Local irritation of respiratory mucosa by tracheal tube is the most common cause of cough. In ENT surgeries, we usually need to extubate an awake patient and bucking on the tube could exaggerate this mechanical irritation. The aspiration of secretion from the upper parts of the respiratory tract that could be seen for both tracheal tube and LMA is another cause of tracheobronchial mucosal irritation. LMA does not enter the trachea; so, mechanical irritation does not occur; it could also be an effective barrier against fluids entrance (
1). The incidence of cough in the LMA patients was 1.2% and for the intubated patients it was 12.8% (Fisher’s Exact test = 0.005). Cough was more common among female patients (10.7% vs. 1.5%). Kristensen recorded cough in 18.5% of intubated patients (
19,
20). Grady et al. (
2) observed cough in 25% of intubated patients, but in 0% of patients with laryngeal mask. Our observation showed a lower incidence of cough in the LMA group than in the intubated patients. It may have also indicated that LMA produces were more effective isolation methods for the lower respiratory tract.

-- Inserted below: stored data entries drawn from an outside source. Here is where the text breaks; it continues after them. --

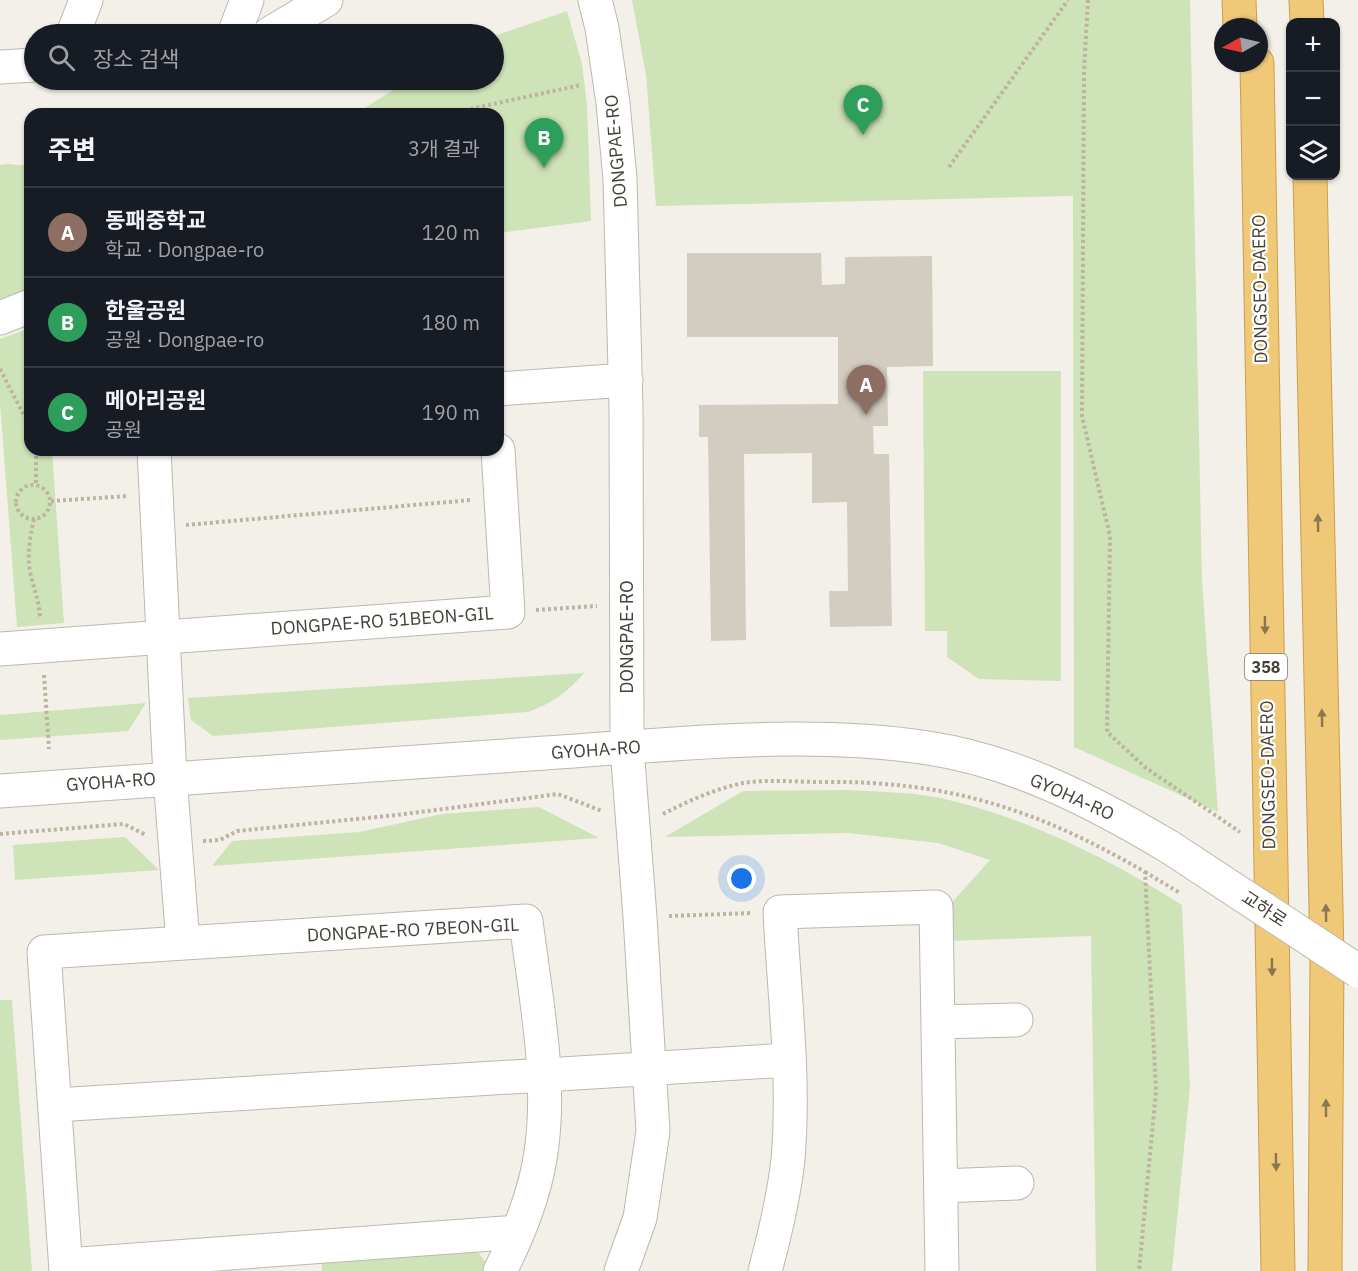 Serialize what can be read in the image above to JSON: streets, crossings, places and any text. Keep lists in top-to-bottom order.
{
  "streets": {
    "highway": ["DONGSEO-DAERO", "358"],
    "street": [
      "DONGPAE-RO",
      "DONGPAE-RO 51BEON-GIL",
      "GYOHA-RO",
      "교하로",
      "DONGPAE-RO 7BEON-GIL"
    ]
  },
  "crossings": [
    ["DONGPAE-RO", "GYOHA-RO"],
    ["GYOHA-RO", "교하로"]
  ],
  "north": "left",
  "page": {
    "map_buttons": ["+", "−"],
    "search": "장소 검색",
    "pins": ["C", "B", "A"],
    "heading": ["주변", "3개 결과"],
    "list": [
      {
        "mark": "A",
        "name": "동패중학교",
        "note": "학교 · Dongpae-ro",
        "value": "120 m"
      },
      {
        "mark": "B",
        "name": "한울공원",
        "note": "공원 · Dongpae-ro",
        "value": "180 m"
      },
      {
        "mark": "C",
        "name": "메아리공원",
        "note": "공원",
        "value": "190 m"
      }
    ]
  }
} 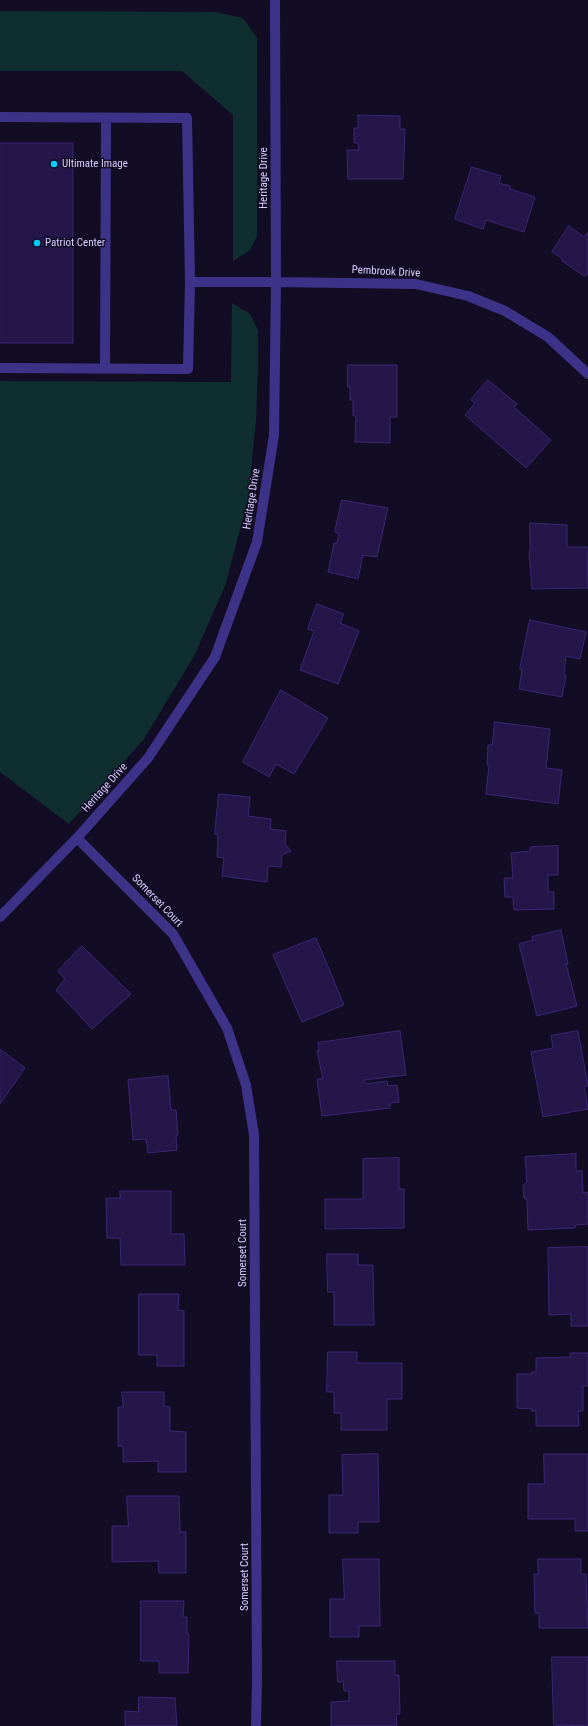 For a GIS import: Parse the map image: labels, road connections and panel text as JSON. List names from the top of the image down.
{
  "streets": {
    "street": ["Heritage Drive", "Pembrook Drive", "Somerset Court"]
  },
  "crossings": [
    ["Heritage Drive", "Pembrook Drive"],
    ["Heritage Drive", "Somerset Court"]
  ],
  "places": ["Ultimate Image", "Patriot Center"]
} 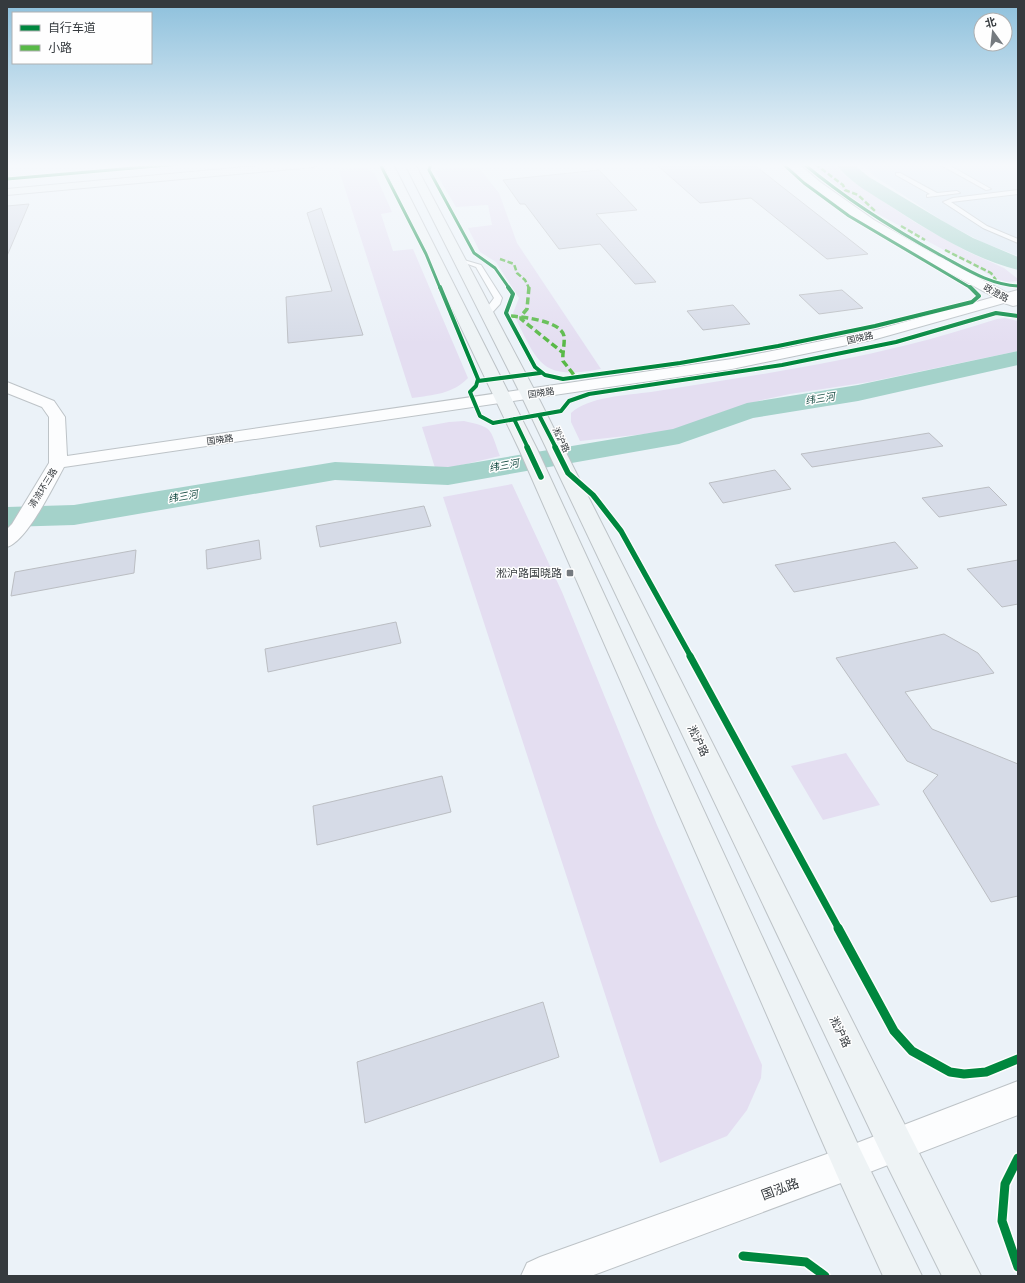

Shortness of breath was seen in two intubated patients, but no significant difference was observed in comparison with the LMA group. In patients who had shortness of breath, we could not find significant tachypnea or respiratory distress.
We observed a significant difference in the incidence of patients with least one respiratory complication (34% vs. 37%) and patients with more than one respiratory complication (2.4% vs. 22.1%) between the two groups (
Table 2). If we consider this finding as a surrogate marker of respiratory system invasion, we can conclude that LMA is a less invasive device and its degree and extent of insult is less than endotracheal tube.
The aspiration of gastric content in elective patients with LMA did not occur more than in patients with tracheal tube. In most ENT surgeries, head-up position is the preferred intraoperative position. This position prevents gastric content regurgitation into the esophagus and hence into the lower respiratory tract. It also helps the diaphragm to move freely and with less pressure gradient. We did not see gastric distension in our patients, but this complication could occur in all the cases with LMA, regardless of the length of surgery. In patients with LMA, gastric distention must be monitored continuously, and if it could not be corrected by repositioning, we must change LMA to tracheal tube.
Only in one of our patients LMA could not maintain sufficient ventilation, which was detected in the beginning of the surgery. There was no critical incidence during the intraoperative period in other cases. We found that LMA was an easy device for airway control in ENT operations longer than 90 minutes. Hoarseness and cough were less common with this device in patients with normal airway anatomy. The fixation of this device for such prolonged operations in which we have limited access to the patient’s face must be done properly. In some occasional cases of FESS surgery, LMA leakage may produce fog or splashes of blood on the endoscopy lens, which could make the surgeon change the LMA to tracheal tube.
One of our main limitations in this study was the surgeons who thought LMA was unsafe and could not prevent the aspiration of the upper airway secretion, but they adapted with the device during the study progress and found it reliable.